Burada aynı eğitimin âlâsını verirler onlara.
Öyle pijamaymış, yiyecekmiş, giyecekmiş bu tür şeylerle uğraşmayın.
Burada hepsi mevcut.
Endişe etmeden, rahat bir şekilde gelin, bavul toplamanıza gerek yok” dedi.
Zeynep Hanım,
Ebru'nun parmak hareketi ile açtığı portaldan, kendi evine geçti ve bir süre sonra eşi ve çocukları ile geri
döndü.
Onlara verilen odaya geçerek, yerleşmek üzere izin istediler.
Çocuklar ve eşi Sacit Bey, ortamdan çok etkilenmişler ve hatta hayran hayran etrafı seyrediyorlardı.
Onlar odalarına gittiklerinde Mert ve Ebru yorulmuş olduklarını hissettiler ve
“Hiçbir şey yapmadan yorulmak, buna deniyor olsa gerek” dedi Ebru.
Mert,
“Kafa yorgunluğu, vücut yorgunluğundan daha kötü bir şey, oluruna bırakmak lazım bazı şeyleri, fakat işte biz bunu
yapamıyoruz...” diyerek konunun uzamasını, geyiğe bağlayarak engelledi.
Ebru,
“hadi bize şöyle güzel bir çay ver.
Yanında da bir şeyler atıştırmalık...
Ayaklarımızı uzatalım şöyle biraz kafamızı dinleyelim.
Bak salıncak da seni bekliyor, sen de orada birazcık keyif yap” dedi Mert.
Ebru'nun bir gözü, zaten salıncaktaydı.
Fakat utandığından, direk o tarafa doğru gidememişti.
Mert'in bu sözü üzerine,
“Bizde biraz çocukluğumuzu yaşayalım” diyerek, çay için parmağını oynattıktan sonra salıncağa gitti.

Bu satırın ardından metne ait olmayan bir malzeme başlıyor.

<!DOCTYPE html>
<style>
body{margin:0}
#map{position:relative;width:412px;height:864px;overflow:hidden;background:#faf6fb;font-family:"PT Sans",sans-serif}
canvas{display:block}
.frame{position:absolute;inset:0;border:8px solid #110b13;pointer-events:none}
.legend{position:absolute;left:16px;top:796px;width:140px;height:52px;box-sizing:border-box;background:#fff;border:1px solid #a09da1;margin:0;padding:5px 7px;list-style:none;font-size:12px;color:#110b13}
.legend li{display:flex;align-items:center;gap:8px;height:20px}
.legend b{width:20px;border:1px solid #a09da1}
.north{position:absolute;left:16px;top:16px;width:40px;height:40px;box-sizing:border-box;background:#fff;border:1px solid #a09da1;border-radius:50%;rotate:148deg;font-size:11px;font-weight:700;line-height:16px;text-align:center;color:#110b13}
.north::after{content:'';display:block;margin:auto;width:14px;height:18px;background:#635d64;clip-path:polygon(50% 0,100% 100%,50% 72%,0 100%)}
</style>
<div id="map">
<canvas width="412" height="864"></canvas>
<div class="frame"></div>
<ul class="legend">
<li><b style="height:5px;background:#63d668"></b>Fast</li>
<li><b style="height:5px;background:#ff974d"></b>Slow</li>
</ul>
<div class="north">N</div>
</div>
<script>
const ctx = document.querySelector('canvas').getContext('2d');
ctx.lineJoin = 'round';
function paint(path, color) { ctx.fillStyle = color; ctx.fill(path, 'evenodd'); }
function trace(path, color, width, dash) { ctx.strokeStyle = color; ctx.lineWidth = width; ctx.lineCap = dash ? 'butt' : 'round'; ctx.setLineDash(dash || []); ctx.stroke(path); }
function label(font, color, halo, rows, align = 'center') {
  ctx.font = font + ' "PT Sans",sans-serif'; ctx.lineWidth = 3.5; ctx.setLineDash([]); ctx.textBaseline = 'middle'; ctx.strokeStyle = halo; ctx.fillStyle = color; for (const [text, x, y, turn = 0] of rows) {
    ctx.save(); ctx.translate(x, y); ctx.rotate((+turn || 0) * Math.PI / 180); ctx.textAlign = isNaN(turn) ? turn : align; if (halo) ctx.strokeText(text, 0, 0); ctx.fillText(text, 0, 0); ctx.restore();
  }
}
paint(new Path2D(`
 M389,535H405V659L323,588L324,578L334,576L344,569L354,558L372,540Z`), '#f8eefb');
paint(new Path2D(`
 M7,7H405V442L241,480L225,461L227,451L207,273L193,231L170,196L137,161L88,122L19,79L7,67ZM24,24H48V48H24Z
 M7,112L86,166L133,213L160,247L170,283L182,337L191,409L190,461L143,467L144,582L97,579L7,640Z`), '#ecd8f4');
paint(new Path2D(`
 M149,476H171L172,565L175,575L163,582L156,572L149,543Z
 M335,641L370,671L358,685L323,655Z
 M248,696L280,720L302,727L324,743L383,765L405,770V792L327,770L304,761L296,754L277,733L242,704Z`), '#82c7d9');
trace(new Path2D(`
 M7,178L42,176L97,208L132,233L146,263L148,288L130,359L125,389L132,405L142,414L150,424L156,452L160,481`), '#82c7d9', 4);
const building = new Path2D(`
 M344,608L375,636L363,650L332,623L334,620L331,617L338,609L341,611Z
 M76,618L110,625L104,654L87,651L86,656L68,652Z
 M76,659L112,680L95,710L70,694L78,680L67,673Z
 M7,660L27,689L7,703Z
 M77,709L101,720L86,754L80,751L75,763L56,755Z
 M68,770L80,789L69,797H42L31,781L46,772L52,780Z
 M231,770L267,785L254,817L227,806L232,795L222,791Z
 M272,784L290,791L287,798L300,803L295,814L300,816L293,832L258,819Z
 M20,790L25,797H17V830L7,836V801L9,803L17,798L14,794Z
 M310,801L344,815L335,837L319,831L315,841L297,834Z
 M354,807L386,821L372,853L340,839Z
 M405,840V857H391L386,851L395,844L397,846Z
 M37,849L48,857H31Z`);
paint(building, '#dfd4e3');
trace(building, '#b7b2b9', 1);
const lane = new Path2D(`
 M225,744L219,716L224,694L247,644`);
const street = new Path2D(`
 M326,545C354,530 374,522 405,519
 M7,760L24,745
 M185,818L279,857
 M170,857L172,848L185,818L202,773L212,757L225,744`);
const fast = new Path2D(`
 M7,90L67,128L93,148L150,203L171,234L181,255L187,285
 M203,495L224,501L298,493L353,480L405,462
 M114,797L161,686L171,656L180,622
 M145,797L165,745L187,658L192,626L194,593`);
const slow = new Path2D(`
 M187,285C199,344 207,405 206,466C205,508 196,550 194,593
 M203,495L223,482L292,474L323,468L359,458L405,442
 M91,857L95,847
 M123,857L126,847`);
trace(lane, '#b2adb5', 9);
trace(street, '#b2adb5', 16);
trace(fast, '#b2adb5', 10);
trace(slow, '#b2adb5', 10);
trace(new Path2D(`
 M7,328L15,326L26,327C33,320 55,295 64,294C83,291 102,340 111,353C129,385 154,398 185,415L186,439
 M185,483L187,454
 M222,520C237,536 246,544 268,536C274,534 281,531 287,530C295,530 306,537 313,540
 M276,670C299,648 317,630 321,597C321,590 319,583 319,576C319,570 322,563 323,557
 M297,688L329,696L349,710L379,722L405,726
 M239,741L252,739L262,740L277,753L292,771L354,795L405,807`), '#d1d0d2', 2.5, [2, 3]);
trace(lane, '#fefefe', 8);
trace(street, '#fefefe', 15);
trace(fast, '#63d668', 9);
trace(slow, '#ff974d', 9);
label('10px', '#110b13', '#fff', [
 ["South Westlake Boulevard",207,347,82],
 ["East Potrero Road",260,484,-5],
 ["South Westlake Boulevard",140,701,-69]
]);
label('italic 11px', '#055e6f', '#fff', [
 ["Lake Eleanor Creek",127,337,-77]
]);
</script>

Hasan Bey ve Sanem Hanım, çocukları rahat bırakmanın daha doğru olacağını düşünerek,
“Biz şöyle bir dolaşalım” dediler.
Mert onlara seslenerek,
“ikinci katta 7 numaralı odada bir tane misafirimiz var.
Bir tanışıp hoş geldin deyin.
Odasına girdiğinizde kendisini görürsünüz.
Fakat dışarıdayken vücudu yok.
Gölge diye bahsetmiştik ya, sakın şaşırmayın o şekilde karşılaşırsanız.
İsmi Armağan ve çok iyi bir çocuktur” diyerek onları uyardı.
Sanem Hanım,
“artık her şeye alışacağız, yapacak bir şey yok.
Bu ne bu ne bu ne diye sormuyorum dikkat edersen artık.” ...
Zeynep Hanım, eşi ve çocuklarını alarak terasa gelmişti.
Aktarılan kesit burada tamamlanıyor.